= KTC Technology =

Chinese electronic display company

Shenzhen KTC Technology Co., Ltd. (深圳市康冠科技股份有限公司), commonly known as KTC, is a Chinese electronics manufacturer specializing in flat-panel display technology, headquartered in Longgang District, Shenzhen, China. Founded in 1995, the company is publicly listed on the Shenzhen Stock Exchange (stock code: 001308) since March 18, 2022.

== History ==
KTC Technology was established in 1995 in Shenzhen, China, focused on flat-panel display manufacturing. The company expanded into consumer gaming monitors and portable displays under its KTC brand, while operating as an OEM/ODM manufacturer for international clients.

On March 18, 2022, the company completed its initial public offering on the Shenzhen Stock Exchange Main Board at an issue price of CN¥48.84 per share.

== Operations ==
KTC Technology operates manufacturing facilities in Shenzhen and Huizhou. The company holds over 800 patents, utility models, design patents, and industry standards, and employs more than 1,000 research and development engineers.

== Products ==
KTC Technology produces display products under two primary brands:
- KTC – consumer gaming monitors and displays, sold internationally through ktcplay.com
- Horion (皓丽) – smart interactive flat panels for enterprise and education markets

The company's product range includes gaming monitors, Mini-LED displays, portable monitors, and 4K/8K display solutions.

KTC's gaming monitor lineup has been reviewed by major technology publications. The M27P6 Mini-LED gaming monitor received coverage from IGN, PC Magazine, and PC Gamer.

The H27P3, a 27-inch 5K monitor, was covered by Forbes upon its launch, and subsequently reviewed by TechRadar and The Verge.

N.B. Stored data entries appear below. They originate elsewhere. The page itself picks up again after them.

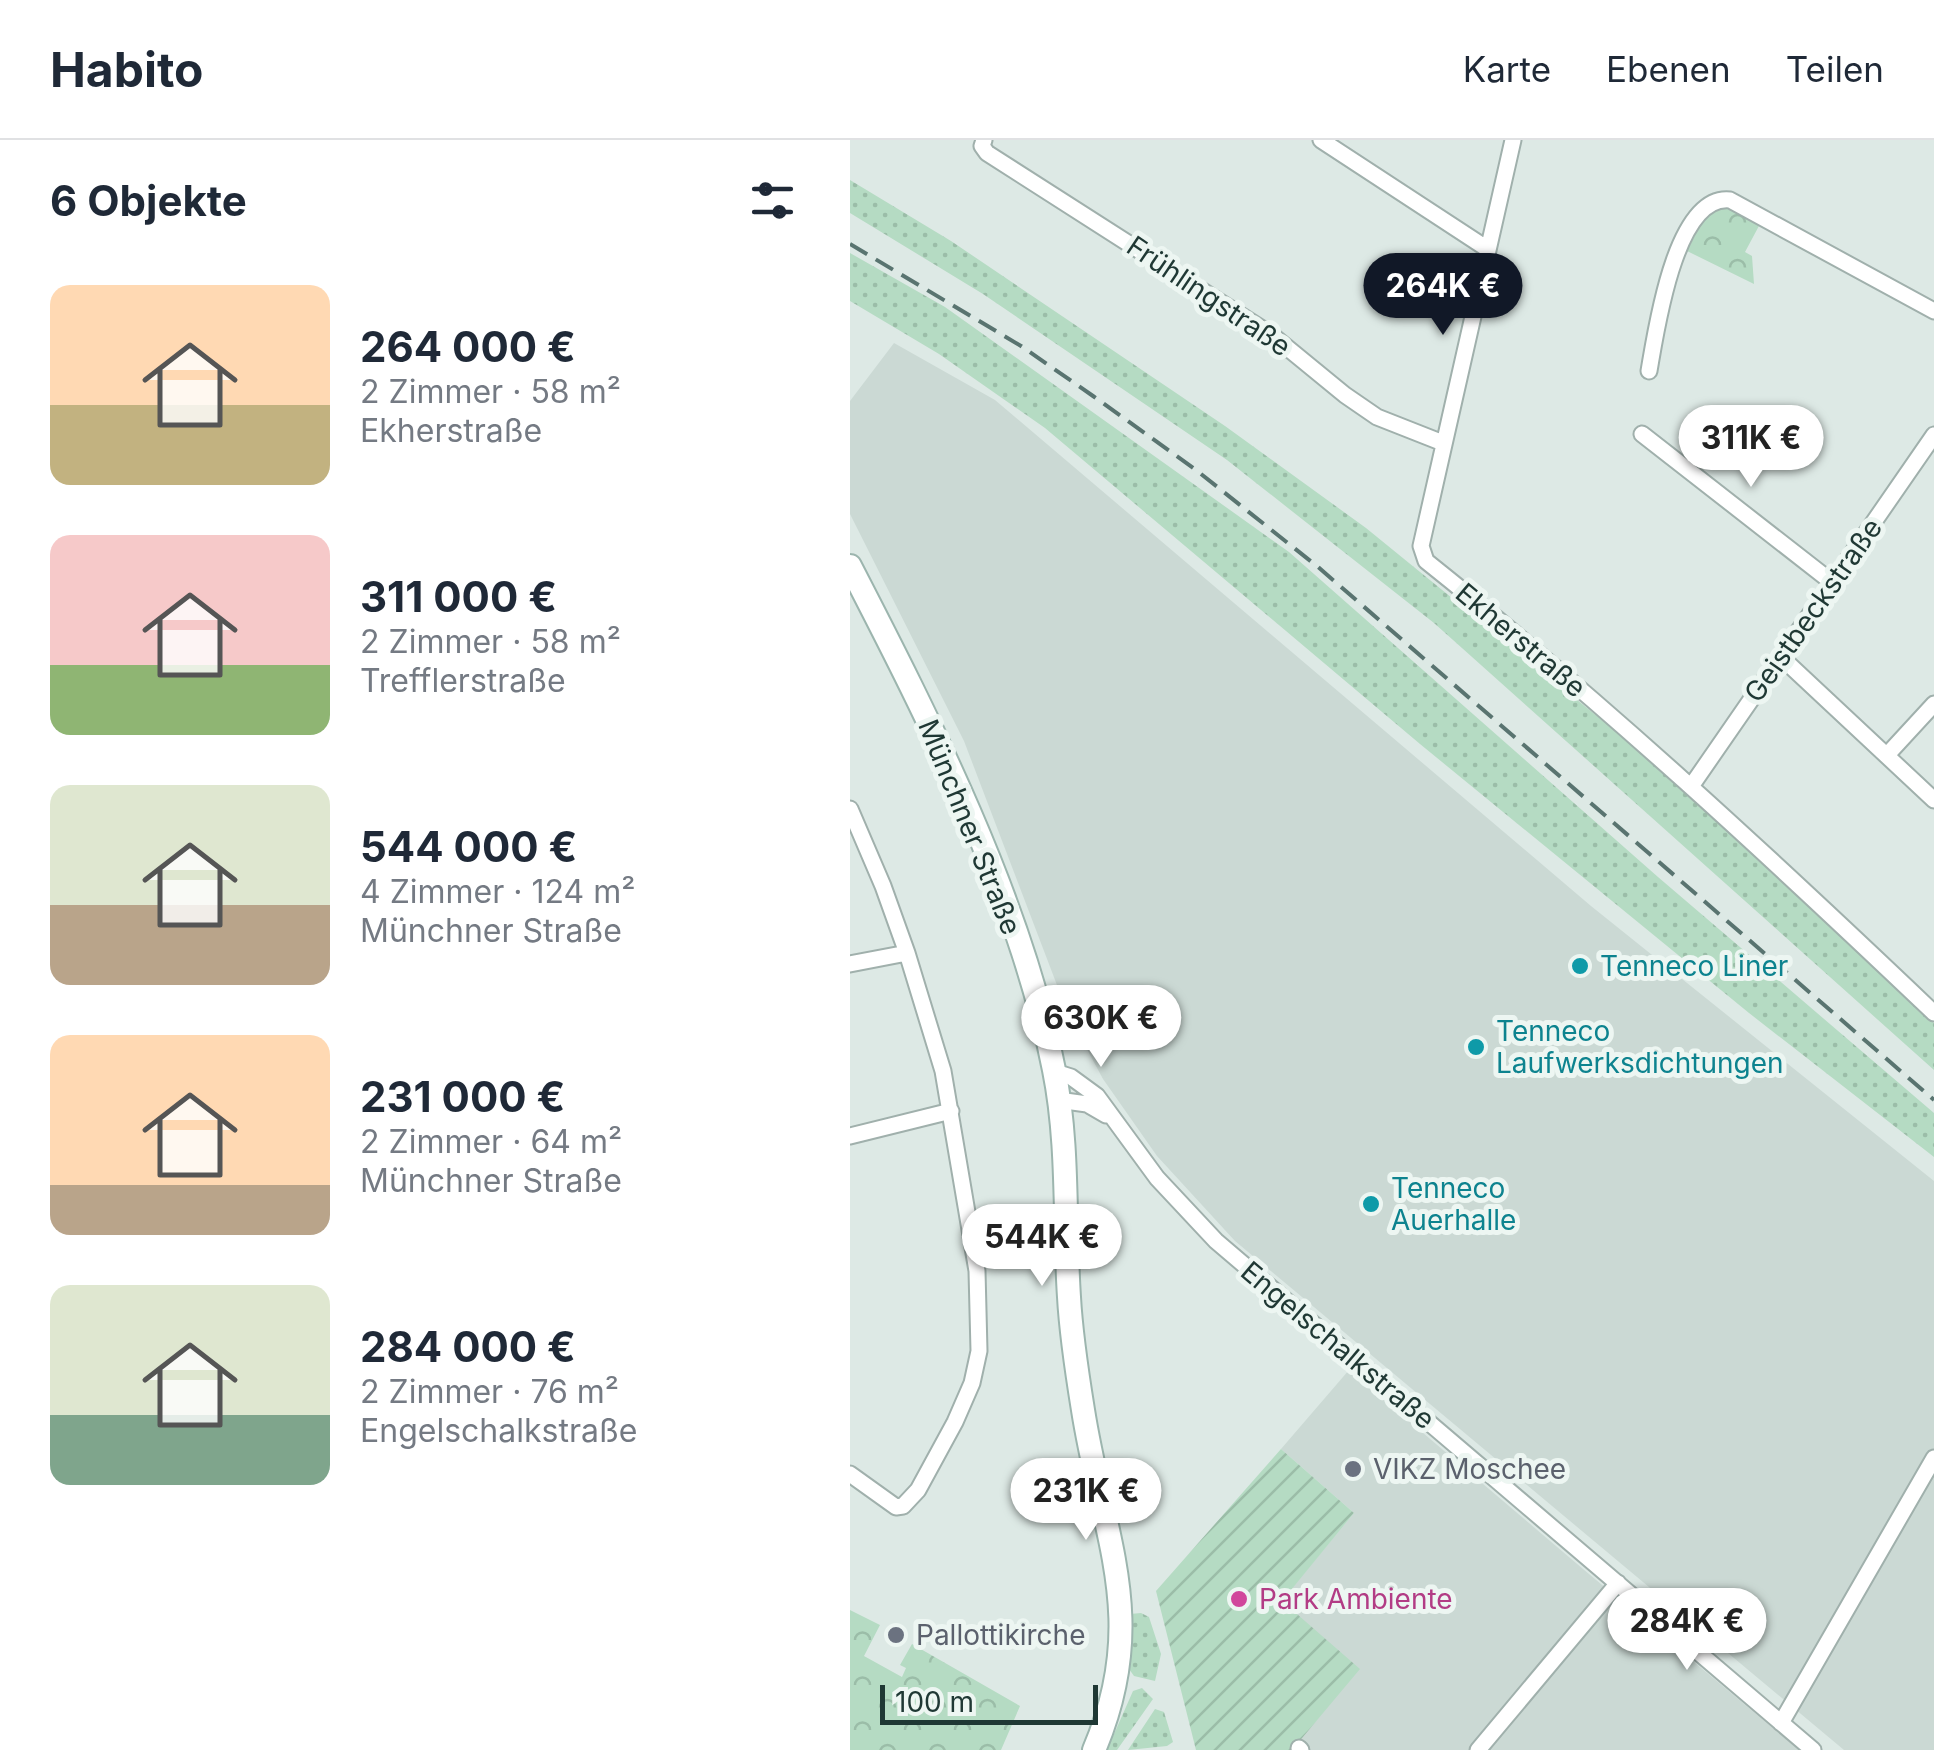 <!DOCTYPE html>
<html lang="de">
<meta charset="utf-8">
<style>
body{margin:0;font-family:Inter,sans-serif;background:#f6f6f7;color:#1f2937;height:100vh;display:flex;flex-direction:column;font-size:38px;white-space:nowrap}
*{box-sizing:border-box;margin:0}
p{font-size:32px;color:#747a83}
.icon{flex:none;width:55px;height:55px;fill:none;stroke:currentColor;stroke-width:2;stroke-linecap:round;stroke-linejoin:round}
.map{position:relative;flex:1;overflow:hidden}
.side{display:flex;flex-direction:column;background:#fff;width:850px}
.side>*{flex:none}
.scale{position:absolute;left:30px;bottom:25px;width:218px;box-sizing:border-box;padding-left:10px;border:5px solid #1f3834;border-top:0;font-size:28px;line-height:35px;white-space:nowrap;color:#1f3834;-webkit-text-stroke:8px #edf6f2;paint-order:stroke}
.price{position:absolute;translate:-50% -85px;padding:0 22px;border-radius:35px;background:#fff;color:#222;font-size:32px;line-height:65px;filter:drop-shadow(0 2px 5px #0008)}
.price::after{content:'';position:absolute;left:50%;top:60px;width:30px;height:22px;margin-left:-15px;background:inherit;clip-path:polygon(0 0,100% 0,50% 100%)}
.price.active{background:#111827;color:#fff}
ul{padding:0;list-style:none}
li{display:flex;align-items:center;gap:30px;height:250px;padding:0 50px}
li span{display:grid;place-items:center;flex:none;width:280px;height:200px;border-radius:20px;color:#555}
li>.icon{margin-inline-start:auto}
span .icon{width:120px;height:120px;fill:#fffc;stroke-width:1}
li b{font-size:42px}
h2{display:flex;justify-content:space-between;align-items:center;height:120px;padding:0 50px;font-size:42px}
header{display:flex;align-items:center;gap:60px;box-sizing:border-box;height:140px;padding:0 50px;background:#fff;border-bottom:2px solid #e0e1e3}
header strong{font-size:48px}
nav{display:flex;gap:55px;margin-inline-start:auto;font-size:35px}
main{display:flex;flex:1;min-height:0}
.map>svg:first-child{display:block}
</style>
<header>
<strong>Habito</strong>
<nav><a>Karte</a><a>Ebenen</a><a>Teilen</a></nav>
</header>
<main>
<section class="side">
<h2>6 Objekte<svg class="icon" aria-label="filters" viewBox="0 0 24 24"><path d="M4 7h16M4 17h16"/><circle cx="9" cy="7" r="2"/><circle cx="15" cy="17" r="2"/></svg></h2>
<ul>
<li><span style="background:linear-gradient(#ffd9b3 60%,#c2b280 0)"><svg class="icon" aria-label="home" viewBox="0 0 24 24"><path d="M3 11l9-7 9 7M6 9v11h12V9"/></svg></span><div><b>264 000 €</b><p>2 Zimmer · 58 m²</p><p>Ekherstraße</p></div></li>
<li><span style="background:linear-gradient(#f6c9c9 65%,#8fb573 0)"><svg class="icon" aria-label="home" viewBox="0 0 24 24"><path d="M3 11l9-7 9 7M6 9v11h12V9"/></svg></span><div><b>311 000 €</b><p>2 Zimmer · 58 m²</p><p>Trefflerstraße</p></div></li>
<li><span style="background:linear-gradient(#dfe7d0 60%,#b9a48a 0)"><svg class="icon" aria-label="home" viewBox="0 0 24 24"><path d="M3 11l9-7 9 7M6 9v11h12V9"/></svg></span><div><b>544 000 €</b><p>4 Zimmer · 124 m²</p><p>Münchner Straße</p></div></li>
<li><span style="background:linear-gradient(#ffd9b3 75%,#b9a48a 0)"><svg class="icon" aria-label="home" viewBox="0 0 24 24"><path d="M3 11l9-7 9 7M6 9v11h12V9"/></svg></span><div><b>231 000 €</b><p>2 Zimmer · 64 m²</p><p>Münchner Straße</p></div></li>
<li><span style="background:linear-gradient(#dfe7d0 65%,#7fa58c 0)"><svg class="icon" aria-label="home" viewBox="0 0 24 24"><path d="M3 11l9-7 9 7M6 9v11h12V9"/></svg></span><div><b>284 000 €</b><p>2 Zimmer · 76 m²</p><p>Engelschalkstraße</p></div></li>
</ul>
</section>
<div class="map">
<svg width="1084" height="1610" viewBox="0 0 1084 1610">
<defs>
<pattern id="grass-dots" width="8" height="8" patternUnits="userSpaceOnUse" patternTransform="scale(2.5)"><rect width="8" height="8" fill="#b5dbc3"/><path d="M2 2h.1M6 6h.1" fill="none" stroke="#9bbda8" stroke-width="1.8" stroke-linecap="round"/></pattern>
<pattern id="park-crowns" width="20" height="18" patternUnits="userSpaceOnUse" patternTransform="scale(2.5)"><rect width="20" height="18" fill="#b5dbc3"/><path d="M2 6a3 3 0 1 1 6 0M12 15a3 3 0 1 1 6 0" fill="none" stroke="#9bbda8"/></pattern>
<pattern id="garden-furrows" width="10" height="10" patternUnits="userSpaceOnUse" patternTransform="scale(2.5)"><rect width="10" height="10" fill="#b5dbc3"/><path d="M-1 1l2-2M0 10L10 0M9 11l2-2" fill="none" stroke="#9bbda8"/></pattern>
</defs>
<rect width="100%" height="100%" fill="#dde9e5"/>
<!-- built -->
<path fill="#cbd9d4" d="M44,203l101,57 596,506 343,275v569h-90l-609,-509 -78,-85 -54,-77 -35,-65 -104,-273 -114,-227v-113z
M499,1230l234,199 216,181h-507l-11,-149 73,-88 -73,-64z"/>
<!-- grass -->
<path fill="url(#grass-dots)" d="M0,40l101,61 274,185 141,102 339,276 229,219v47l-500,-447 -207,-163 -244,-166 -133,-81z
M0,113l95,54 344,245 369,325 276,236v44l-185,-144 -329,-269 -375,-316 -106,-74 -89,-53z
M291,1473l8,4 12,37 -6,27 -21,-5 -5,-7 1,-55z
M292,1548l11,11 -36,51h-10l26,-59z
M305,1569l9,3 9,30 -6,4 -39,4z"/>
<!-- park -->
<path fill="url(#park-crowns)" d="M875,66l35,18 -15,28 7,4 2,28 -67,-33c10,-18 16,-40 38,-45z
M0,1470l30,15 -16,31 38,21 4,-9 -6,-3 12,-21 108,62 -19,44h-151z"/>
<!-- garden -->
<path fill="url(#garden-furrows)" d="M431,1309l73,64 -72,88 78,68 -68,81h-96l-40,-159z"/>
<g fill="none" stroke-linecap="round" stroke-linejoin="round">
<!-- street casing -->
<g stroke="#a0b0ac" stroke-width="19">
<path id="street" d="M134,0l-2,6 5,7 286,183 72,59 32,22 66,26
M471,0l165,108
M663,0l-92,406 5,15c178,142 344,296 508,452
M799,231c7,-40 26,-177 81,-171l204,111
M792,294l191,149
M931,517l153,143
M1037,615l47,-51
M842,645l242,-350
M0,669l33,77 24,67 36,118 34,200 2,80 -7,32 -17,39 -37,68 -15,16 -7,1 -46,-33
M0,824l57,-11
M205,932l16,5 26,19 60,82 59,63 597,509
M208,960l29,4 19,11
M0,996l101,-25
M931,1583l153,-265
M449,1608l2,2
M628,1610l140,-167"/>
</g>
<!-- secondary casing -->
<g stroke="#9cb5ae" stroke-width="26">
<path id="secondary" d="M0,426c79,153 171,334 204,504 15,74 10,152 15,227 2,37 8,76 14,113 20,128 67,209 11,340"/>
</g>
<!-- street -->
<use href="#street" stroke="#fff" stroke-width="15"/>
<!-- secondary -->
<use href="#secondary" stroke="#fff" stroke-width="22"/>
<!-- rail -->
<path stroke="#597470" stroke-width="4" stroke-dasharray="20 10" stroke-linecap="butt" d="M0,104l171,102 72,50 103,74 122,97 616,533"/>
</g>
<!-- markers -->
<g fill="#0f9aa8" stroke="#edf6f2" stroke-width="4">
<circle cx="730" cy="826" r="10"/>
<circle cx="626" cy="907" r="10"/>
<circle cx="521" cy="1064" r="10"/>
</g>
<g fill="#6b7280" stroke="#edf6f2" stroke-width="4">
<circle cx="503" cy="1329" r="10"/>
<circle cx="46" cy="1495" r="10"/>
</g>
<circle fill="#d1479c" stroke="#edf6f2" stroke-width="4" cx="389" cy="1459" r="10"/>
<g text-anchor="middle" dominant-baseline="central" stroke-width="10" stroke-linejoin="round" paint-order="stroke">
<!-- street labels -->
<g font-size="28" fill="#1f3834" stroke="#edf6f2">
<text transform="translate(359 156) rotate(34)">Frühlingstraße</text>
<text transform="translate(963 470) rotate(-55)">Geistbeckstraße</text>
<text transform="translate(671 500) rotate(40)">Ekherstraße</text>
<text transform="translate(120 687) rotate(68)">Münchner Straße</text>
<text transform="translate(488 1205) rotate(40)">Engelschalkstraße</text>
</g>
<!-- culture labels -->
<g font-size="28" fill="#0d838f" stroke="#edf6f2" text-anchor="start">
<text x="750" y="826">Tenneco Liner</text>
<text x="646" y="891">Tenneco<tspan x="646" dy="32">Laufwerksdichtungen</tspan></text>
<text x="541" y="1048">Tenneco<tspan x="541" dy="32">Auerhalle</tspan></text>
</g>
<!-- worship labels -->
<g font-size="28" fill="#5b616d" stroke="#edf6f2" text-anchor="start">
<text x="523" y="1329">VIKZ Moschee</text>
<text x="66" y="1495">Pallottikirche</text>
</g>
<!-- hotel labels -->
<g font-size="28" fill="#b23c85" stroke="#edf6f2" text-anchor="start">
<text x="409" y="1459">Park Ambiente</text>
</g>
</g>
</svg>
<div class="scale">100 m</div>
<b class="price active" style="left:593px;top:198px">264K €</b>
<b class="price" style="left:901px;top:350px">311K €</b>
<b class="price" style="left:251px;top:930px">630K €</b>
<b class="price" style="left:192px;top:1149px">544K €</b>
<b class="price" style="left:236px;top:1403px">231K €</b>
<b class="price" style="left:837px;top:1533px">284K €</b>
</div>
</main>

The A25Q5, a portable monitor with a built-in battery, was reviewed by TechRadar, ZDNet, and Ars Technica.

KTC monitors have been included in best-of lists by Wirecutter, IGN, and Windows Central.

== Market position ==
According to TRENDFORCE, KTC held approximately 17% of the global Mini-LED monitor market in the first half of 2022, ranking second worldwide in that segment. In 2022, the company ranked sixth globally in television OEM shipment volume, and first globally among production-type suppliers in smart interactive displays, according to DISCIEN.